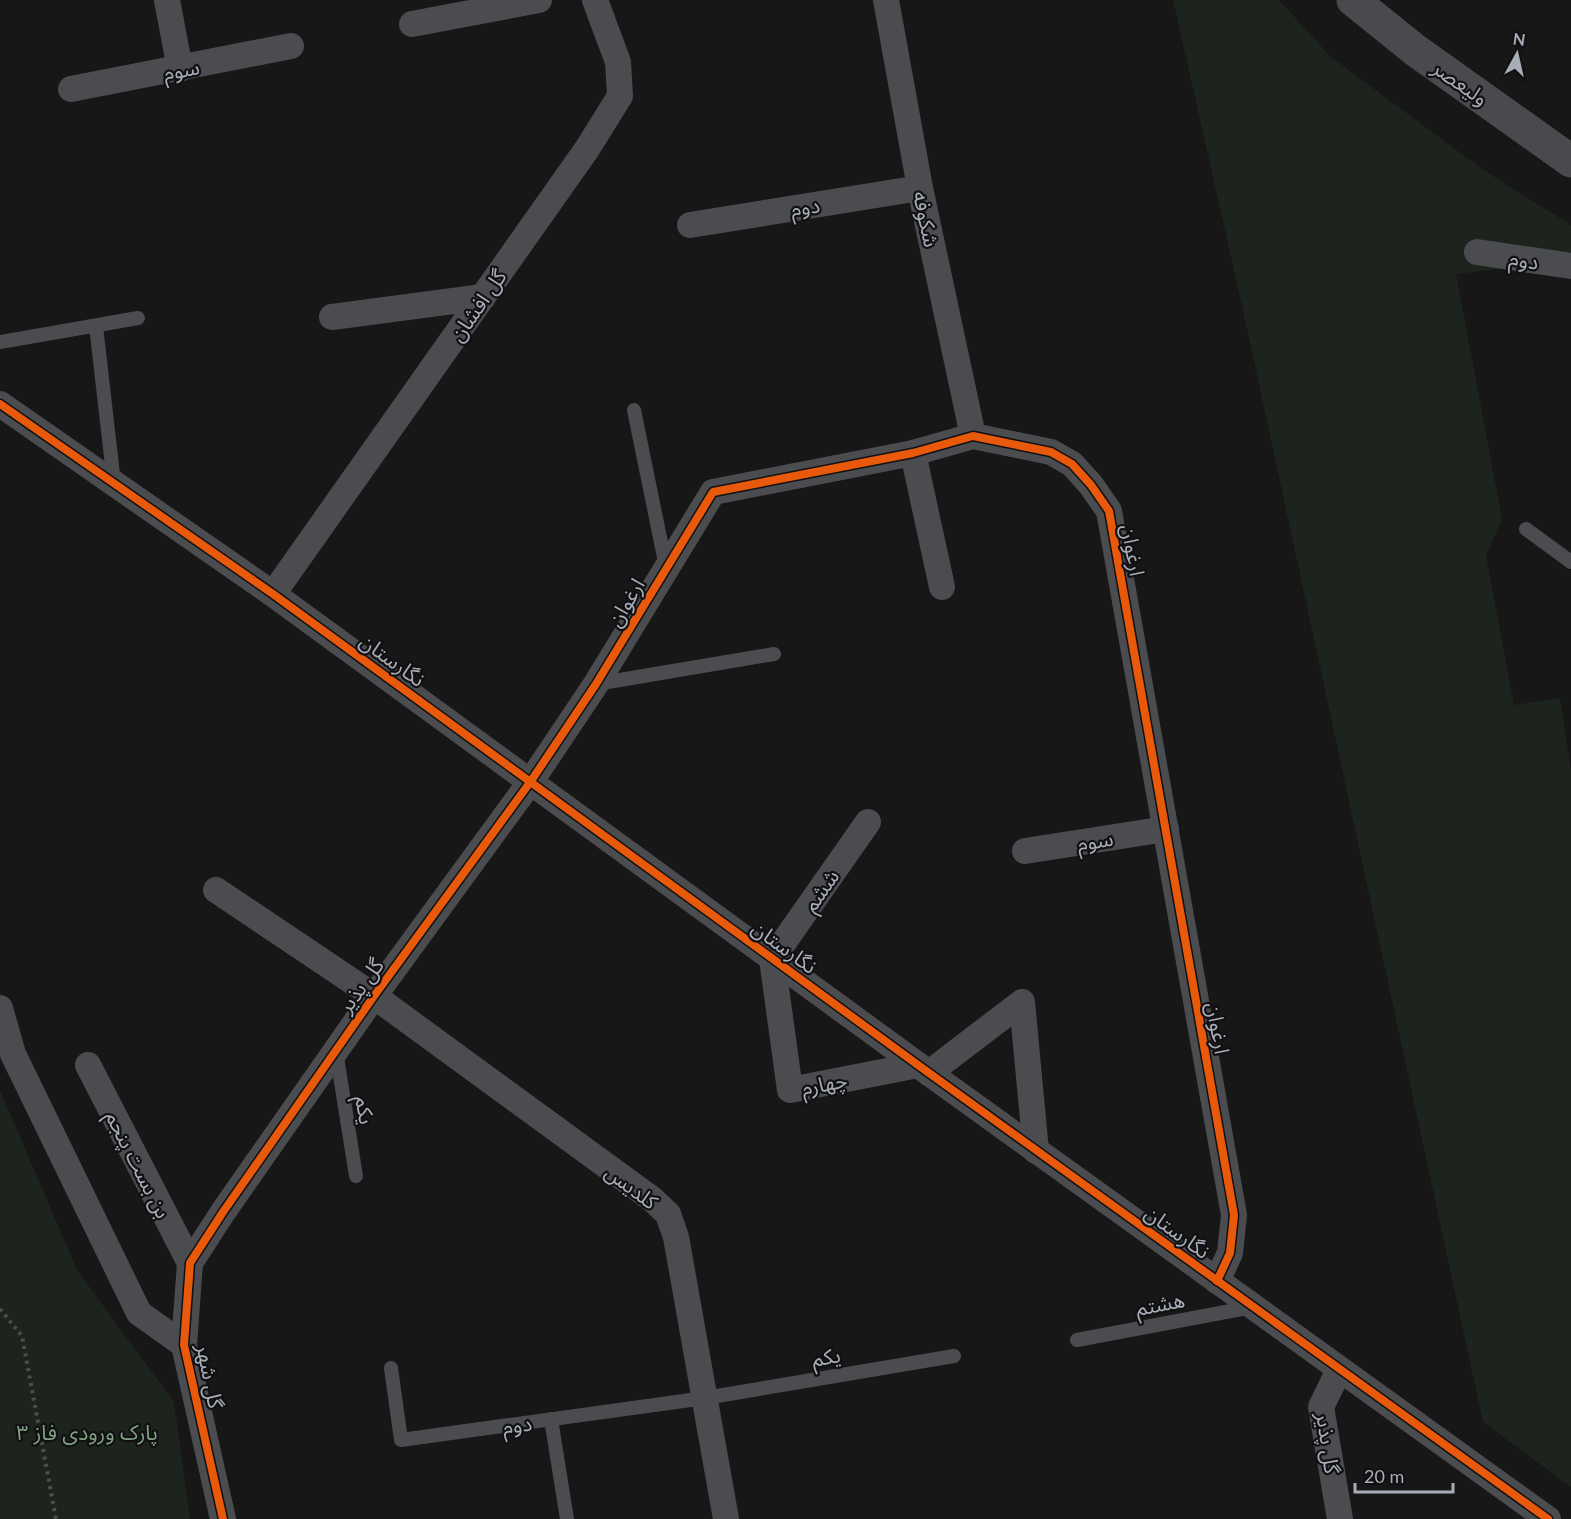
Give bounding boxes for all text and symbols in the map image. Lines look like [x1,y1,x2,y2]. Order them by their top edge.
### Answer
north arrow [1487,24,1547,84]
text: N [1512,28,1527,49]
street label: سوم [161,53,202,90]
street label: ولیعصر [1427,53,1494,111]
street label: شکوفه [908,189,945,250]
street label: دوم [788,191,822,226]
street label: دوم [1507,244,1541,279]
street label: گل افشان [443,264,512,346]
street label: ارغوان [1116,522,1151,578]
street label: ارغوان [601,573,650,631]
street label: نگارستان [355,627,430,692]
street label: سوم [1075,825,1116,860]
street label: ششم [797,864,847,918]
street label: نگارستان [747,914,822,979]
street label: گل پذیر [331,953,390,1019]
street label: ارغوان [1201,1000,1236,1056]
street label: چهارم [799,1066,850,1105]
street label: یکم [347,1094,381,1127]
street label: بن بست پنجم [98,1106,177,1224]
street label: کلدیس [600,1158,663,1215]
street label: نگارستان [1140,1199,1215,1264]
street label: هشتم [1133,1286,1187,1324]
street label: گل شهر [191,1341,230,1411]
street label: یکم [810,1341,843,1375]
street label: دوم [501,1410,534,1443]
street label: گل پذیر [1310,1410,1346,1476]
park label: پارک ورودی فاز ۳ [16,1419,158,1446]
scale bar [1355,1456,1452,1494]
text: 20 m [1364,1465,1404,1487]

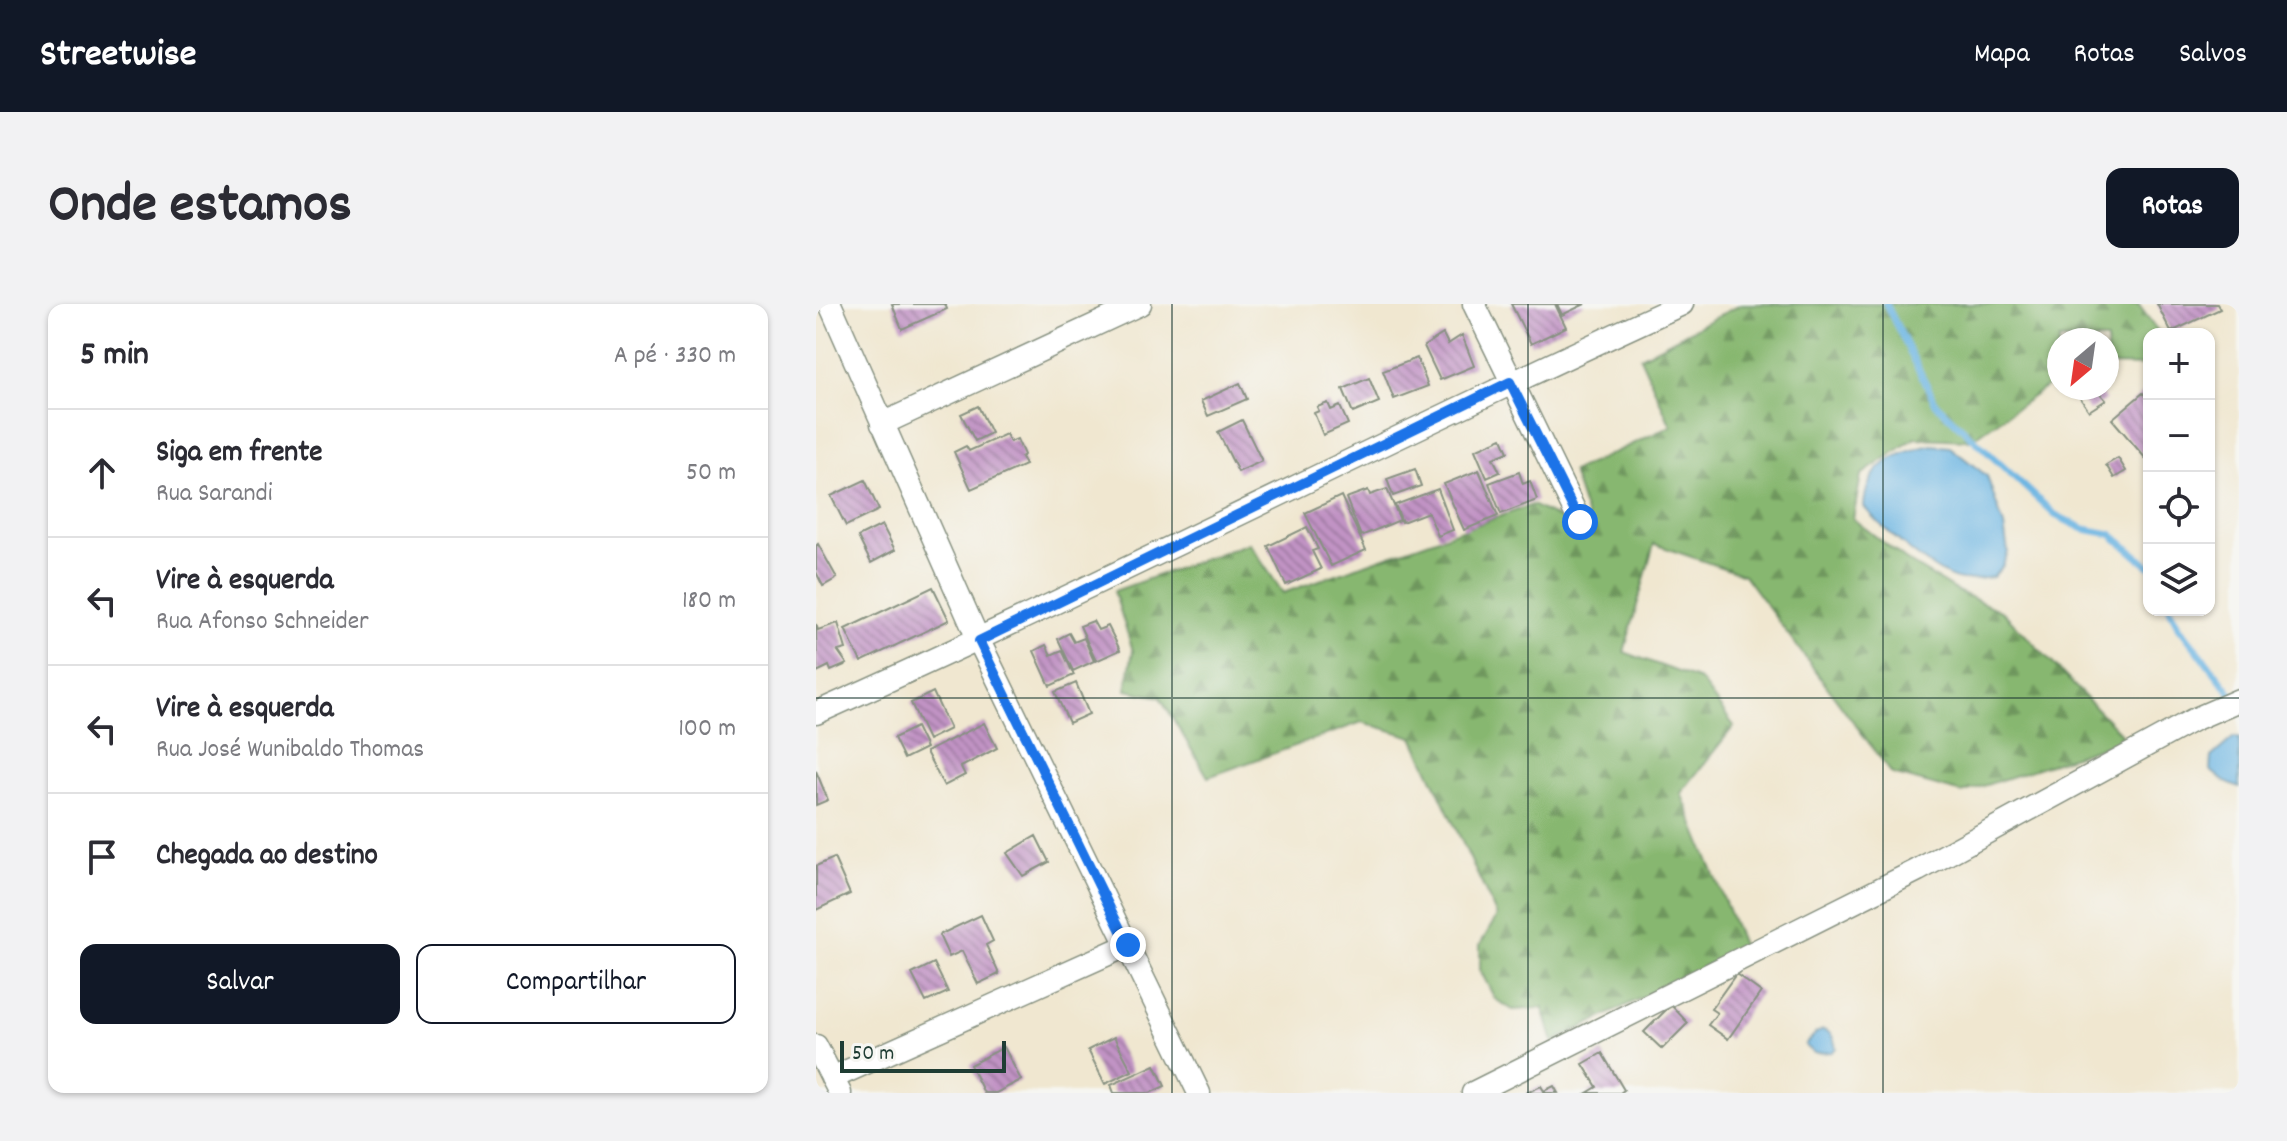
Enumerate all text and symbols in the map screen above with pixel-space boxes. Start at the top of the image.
text: Streetwise [40,29,197,84]
text: Mapa [1974,36,2030,76]
text: Rotas [2074,36,2135,76]
text: Salvos [2179,36,2247,76]
text: Onde estamos [48,168,352,248]
button: Rotas [2106,168,2239,248]
north arrow [2047,328,2119,400]
map controls [2143,328,2215,616]
button: + [2143,328,2215,400]
text: 5 min [80,332,149,381]
text: A pé · 330 m [614,338,736,375]
button: − [2143,400,2215,472]
text: Siga em frente [156,433,323,476]
icon: ahead [80,451,124,495]
text: 50 m [686,455,736,492]
button: locate [2143,472,2215,544]
text: Rua Sarandi [156,476,272,513]
route start [1562,504,1598,540]
button: layers [2143,544,2215,616]
text: Vire à esquerda [156,561,334,604]
icon: left [80,579,124,623]
text: 180 m [682,583,736,620]
text: Rua Afonso Schneider [156,604,369,641]
text: Vire à esquerda [156,689,334,732]
icon: left [80,707,124,751]
text: 100 m [678,711,736,748]
text: Rua José Wunibaldo Thomas [156,732,424,769]
icon: arrive [80,835,124,879]
text: Chegada ao destino [156,836,378,879]
route end [1110,927,1146,963]
button: Salvar [80,944,400,1024]
button: Compartilhar [416,944,736,1024]
scale bar [840,1037,1006,1073]
text: 50 m [852,1039,894,1070]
• • • •
■ PROBLEM DETAILS
Please retype the data exactly, but do not carry over any picture.

■ SOLUTION FOR THIS EXERCISE
Give bounding boxes for all text and symbols in the map image. Lines look like [x1,y1,x2,y2]. Order them by their top edge.
### Answer
north arrow [1487,24,1547,84]
text: N [1512,28,1527,49]
street label: سوم [161,53,202,90]
street label: ولیعصر [1427,53,1494,111]
street label: شکوفه [908,189,945,250]
street label: دوم [788,191,822,226]
street label: دوم [1507,244,1541,279]
street label: گل افشان [443,264,512,346]
street label: ارغوان [1116,522,1151,578]
street label: ارغوان [601,573,650,631]
street label: نگارستان [355,627,430,692]
street label: سوم [1075,825,1116,860]
street label: ششم [797,864,847,918]
street label: نگارستان [747,914,822,979]
street label: گل پذیر [331,953,390,1019]
street label: ارغوان [1201,1000,1236,1056]
street label: چهارم [799,1066,850,1105]
street label: یکم [347,1094,381,1127]
street label: بن بست پنجم [98,1106,177,1224]
street label: کلدیس [600,1158,663,1215]
street label: نگارستان [1140,1199,1215,1264]
street label: هشتم [1133,1286,1187,1324]
street label: گل شهر [191,1341,230,1411]
street label: یکم [810,1341,843,1375]
street label: دوم [501,1410,534,1443]
street label: گل پذیر [1310,1410,1346,1476]
park label: پارک ورودی فاز ۳ [16,1419,158,1446]
scale bar [1355,1456,1452,1494]
text: 20 m [1364,1465,1404,1487]

Enumerate all text and symbols in the map screen above with pixel-space boxes. Start at the top of the image.
text: Streetwise [40,29,197,84]
text: Mapa [1974,36,2030,76]
text: Rotas [2074,36,2135,76]
text: Salvos [2179,36,2247,76]
text: Onde estamos [48,168,352,248]
button: Rotas [2106,168,2239,248]
north arrow [2047,328,2119,400]
map controls [2143,328,2215,616]
button: + [2143,328,2215,400]
text: 5 min [80,332,149,381]
text: A pé · 330 m [614,338,736,375]
button: − [2143,400,2215,472]
text: Siga em frente [156,433,323,476]
icon: ahead [80,451,124,495]
text: 50 m [686,455,736,492]
button: locate [2143,472,2215,544]
text: Rua Sarandi [156,476,272,513]
route start [1562,504,1598,540]
button: layers [2143,544,2215,616]
text: Vire à esquerda [156,561,334,604]
icon: left [80,579,124,623]
text: 180 m [682,583,736,620]
text: Rua Afonso Schneider [156,604,369,641]
text: Vire à esquerda [156,689,334,732]
icon: left [80,707,124,751]
text: 100 m [678,711,736,748]
text: Rua José Wunibaldo Thomas [156,732,424,769]
icon: arrive [80,835,124,879]
text: Chegada ao destino [156,836,378,879]
route end [1110,927,1146,963]
button: Salvar [80,944,400,1024]
button: Compartilhar [416,944,736,1024]
scale bar [840,1037,1006,1073]
text: 50 m [852,1039,894,1070]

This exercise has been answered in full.